Ohio’s vacant properties require attention to detail. Recently I visited Detroit and listened to a presentation given by Detroit Works. They explained the value of creating revitalized, useful areas through public participatory design (that is, encouraging citizens to share ideas about what they would like to see in any given area that is the focus of revitalization or redesign), implementing a framework of ideas for progress to be initiated, and thinking beyond the normal scope of city planning for a unique design that breathes individuality into a space. An example of this plan in action is the open-air art Heidelberg Project, located near southeast Detroit. A public artist transformed this neglected area into a block-wide sculpture site encouraging residents to visit and experience their city through a different perspective. Projects like this one can provide a multitude of starter ideas for neighboring cities, including Columbus, to uniquely develop their invaluable public spaces. Keep in mind that it is crucial not to “copy” another city’s projects, but to strive for uncommon attributes.

Every city needs attractive “third places.” These are locations you visit outside home and work to interact with your family, friends, or colleagues in a more relaxed manner.  Incorporating these design pockets into the city offers a functional location for socialization. Ohio’s vacant lots (especially those right here in Columbus) might serve well as third places for existing residential and commercial infrastructure. Creating mixed use buildings with permeable human scale faces will attract patrons that are already visiting the area. Creating safe sidewalks, complete streets, attractive storefronts, public seating with lights, landscaping and other vital aspects of a lively city block will engage passersby and stimulate a city’s reputation. Bring back vitality to blighted spaces and allow their energy to be recreated into something useful and noteworthy. Realize that problems are just an opportunity for improvement and prosperity.

The Need for Targeted Demolition

February 24th, 2014

Written by Jacob Wolf, GOPC Researcher

Two recent news articles discuss Ohio legacy cities’ use of demolition programs when faced with large numbers of vacant and abandoned properties. However, the articles also point out that demolition alone is not a complete solution for these problems.

Blighted Cities Prefer Razing to Rebuilding,” which appeared in The New York Times on Nov. 12th, provides an overview of demolition activities in Cleveland, Youngstown, and various other legacy cities nationwide. With city populations declining to fractions of what they once were, some demolition becomes necessary. For example, the average vacant house in Cleveland costs $10,000 to demolish, but it would cost $27,000 per year to maintain in hopes of a future rehabilitation.

However, with resources for demolition limited, cities must prioritize and target their demolition activities to make the maximum impact. Case in point, a recent report by BCT Partners—a firm that works with HUD—recommended a better focus for Youngstown’s demolition. The report’s findings are explained in “Firm urges Youngstown to focus on healthier neighborhoods,” published in the Youngstown Vindicator on Nov. 25th. “If Youngstown is to survive as a residential location,” states the report, “it must shift focus from prioritizing those areas with severe blight to stabilizing healthier neighborhoods and retaining the existing population.”
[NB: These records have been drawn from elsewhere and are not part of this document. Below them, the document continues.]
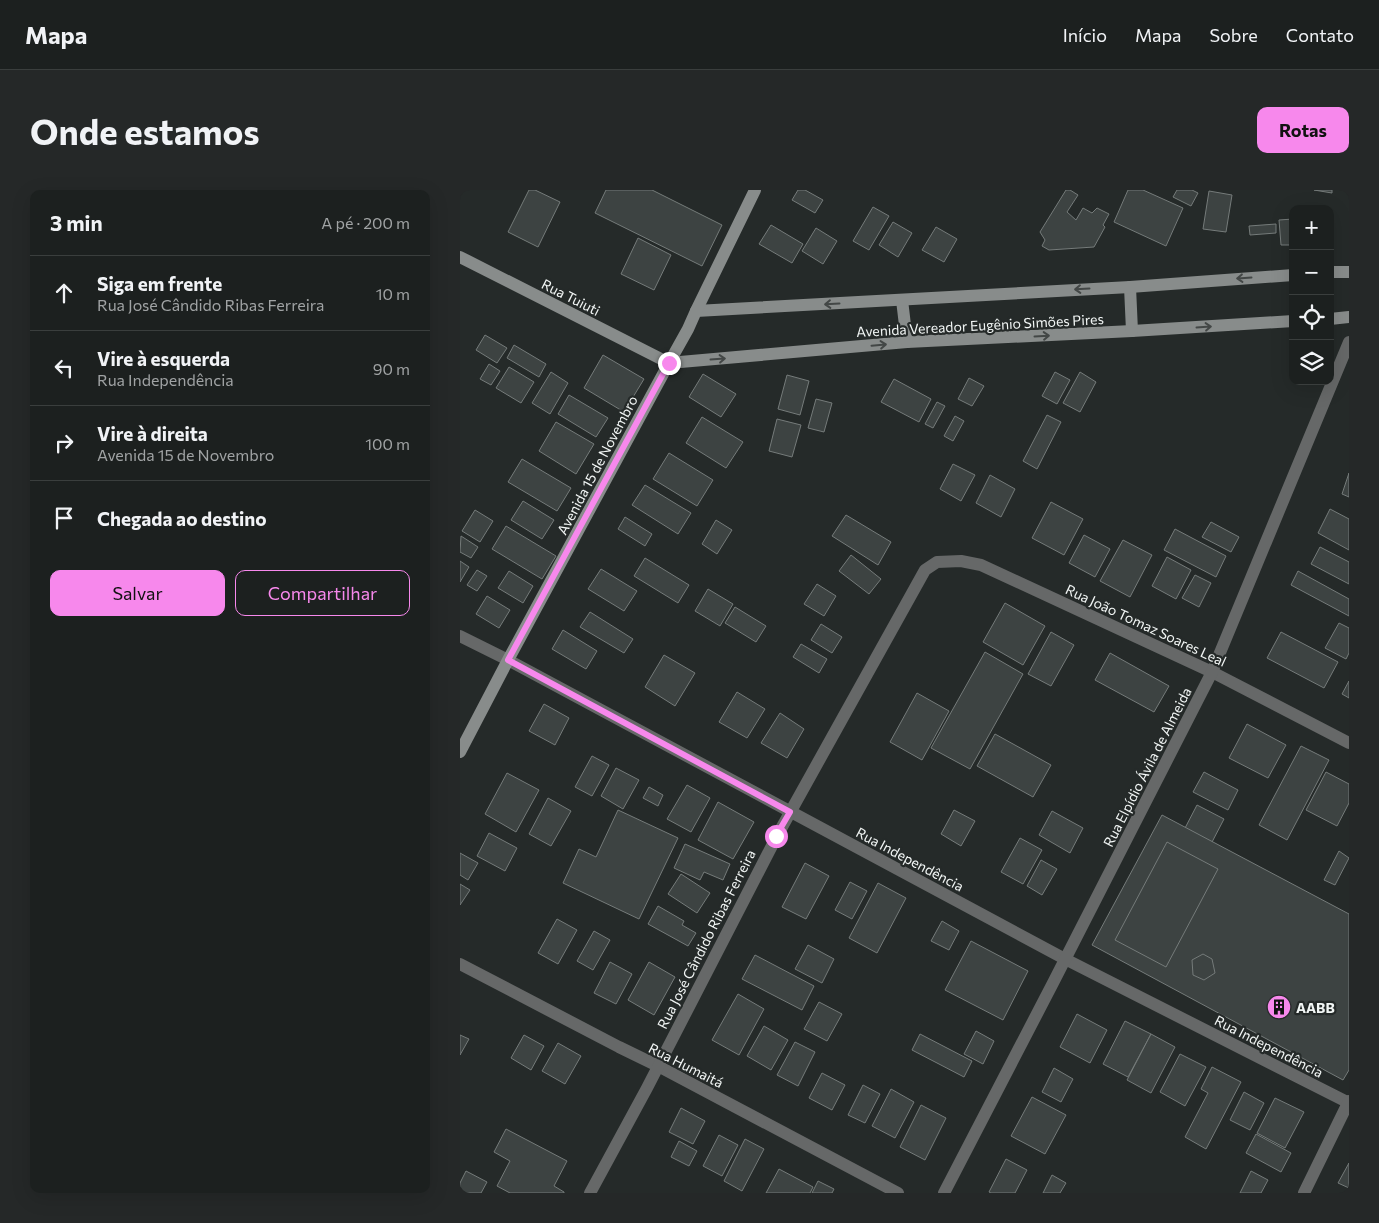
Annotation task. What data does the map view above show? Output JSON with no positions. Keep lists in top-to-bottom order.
{
  "streets": {
    "street": [
      "Rua Tuiuti",
      "Avenida Vereador Eugênio Simões Pires",
      "Avenida 15 de Novembro",
      "Rua João Tomaz Soares Leal",
      "Rua Elpídio Ávila de Almeida",
      "Rua Independência",
      "Rua José Cândido Ribas Ferreira",
      "Rua Humaitá"
    ]
  },
  "crossings": [
    ["Rua Tuiuti", "Avenida Vereador Eugênio Simões Pires"],
    ["Rua Tuiuti", "Avenida 15 de Novembro"],
    ["Avenida Vereador Eugênio Simões Pires", "Avenida 15 de Novembro"],
    ["Avenida 15 de Novembro", "Rua Independência"],
    ["Rua João Tomaz Soares Leal", "Rua Elpídio Ávila de Almeida"],
    ["Rua João Tomaz Soares Leal", "Rua José Cândido Ribas Ferreira"],
    ["Rua Elpídio Ávila de Almeida", "Rua Independência"],
    ["Rua Independência", "Rua José Cândido Ribas Ferreira"],
    ["Rua José Cândido Ribas Ferreira", "Rua Humaitá"]
  ],
  "places": {
    "building": ["AABB"]
  },
  "page": {
    "header": "Mapa",
    "nav": [
      "Início",
      "Mapa",
      "Sobre",
      "Contato"
    ],
    "buttons": [
      "Rotas",
      ["Salvar", "Compartilhar"]
    ],
    "title": "Onde estamos",
    "heading": ["3 min", "A pé · 200 m"],
    "map_buttons": ["+", "−"],
    "list": [
      ["Siga em frente", "Rua José Cândido Ribas Ferreira", "10 m"],
      ["Vire à esquerda", "Rua Independência", "90 m"],
      ["Vire à direita", "Avenida 15 de Novembro", "100 m"],
      "Chegada ao destino"
    ]
  }
}
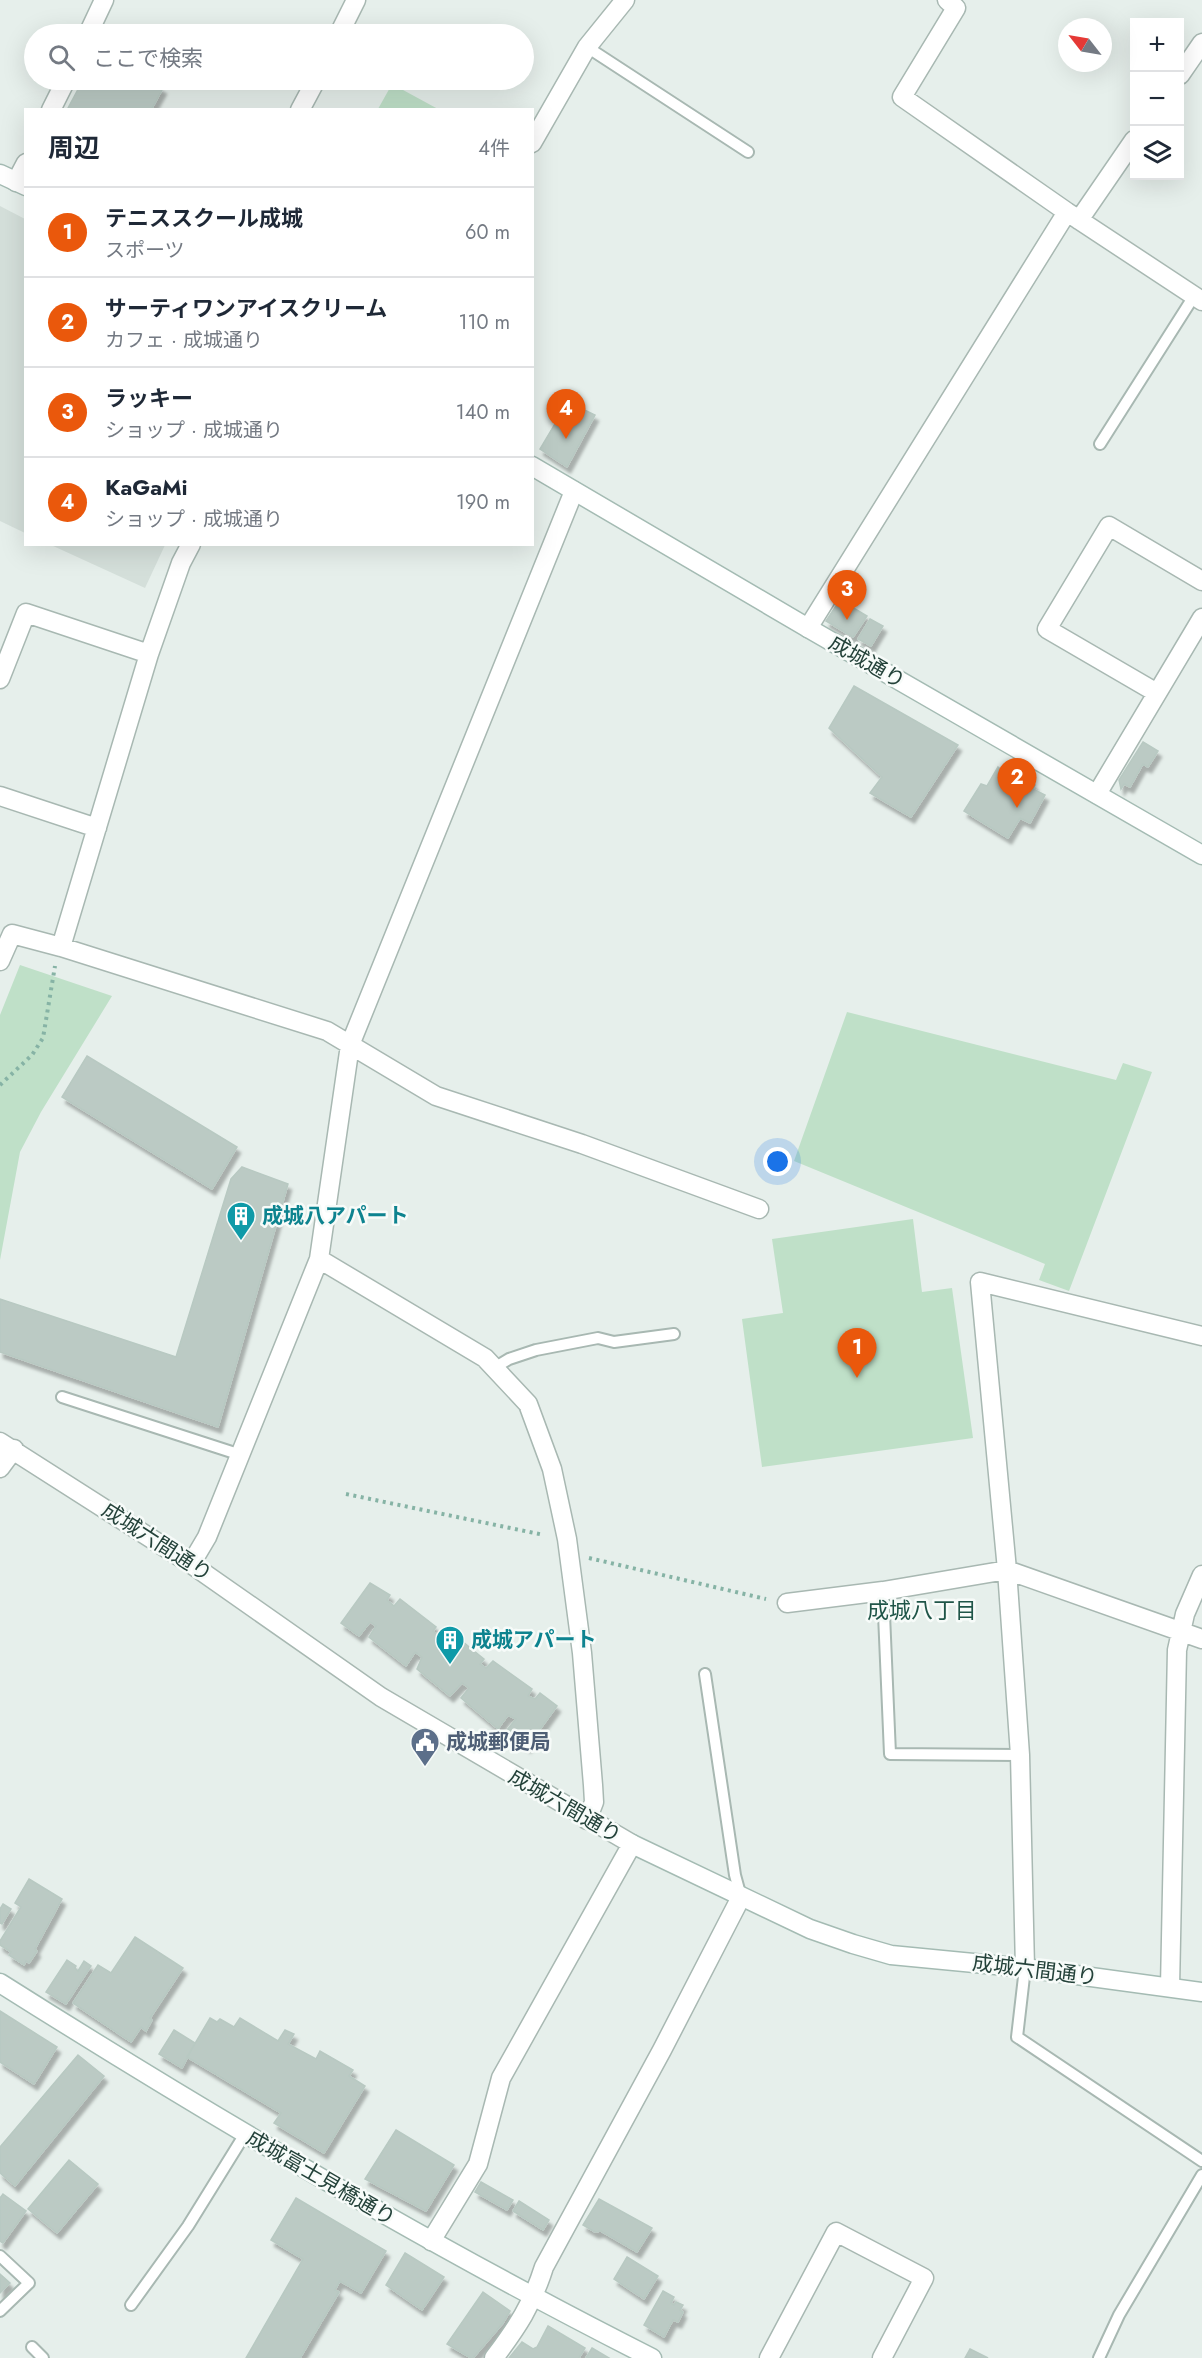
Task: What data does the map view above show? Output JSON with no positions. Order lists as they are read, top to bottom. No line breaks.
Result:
{"streets":{"street":["成城通り","成城六間通り","成城富士見橋通り"]},"districts":["成城八丁目"],"places":{"building":["成城八アパート","成城アパート"],"public building":["成城郵便局"]},"north":"top left","page":{"map_buttons":["+","−"],"search":"ここで検索","heading":["周辺","4件"],"list":[{"mark":"1","name":"テニススクール成城","note":"スポーツ","value":"60 m"},{"mark":"2","name":"サーティワンアイスクリーム","note":"カフェ · 成城通り","value":"110 m"},{"mark":"3","name":"ラッキー","note":"ショップ · 成城通り","value":"140 m"},{"mark":"4","name":"KaGaMi","note":"ショップ · 成城通り","value":"190 m"}],"pins":["4","3","2","1"]}}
Youngstown officials say the city had been prioritizing demolition in the most blighted neighborhoods, because those houses cost the least to demolish. They also said EPA regulations and the requirements of the Strong Cities Strong Communities (SC2) program, which funded the demolitions, necessitated this more “scattershot” approach. While Youngstown has demolished more than 2,600 structures since 2006, more than 4,000 remain in the city. The focus of Youngstown going forward should shift to prioritizing the “quality” of demolitions over the “quantity,” and other cities should follow this lead.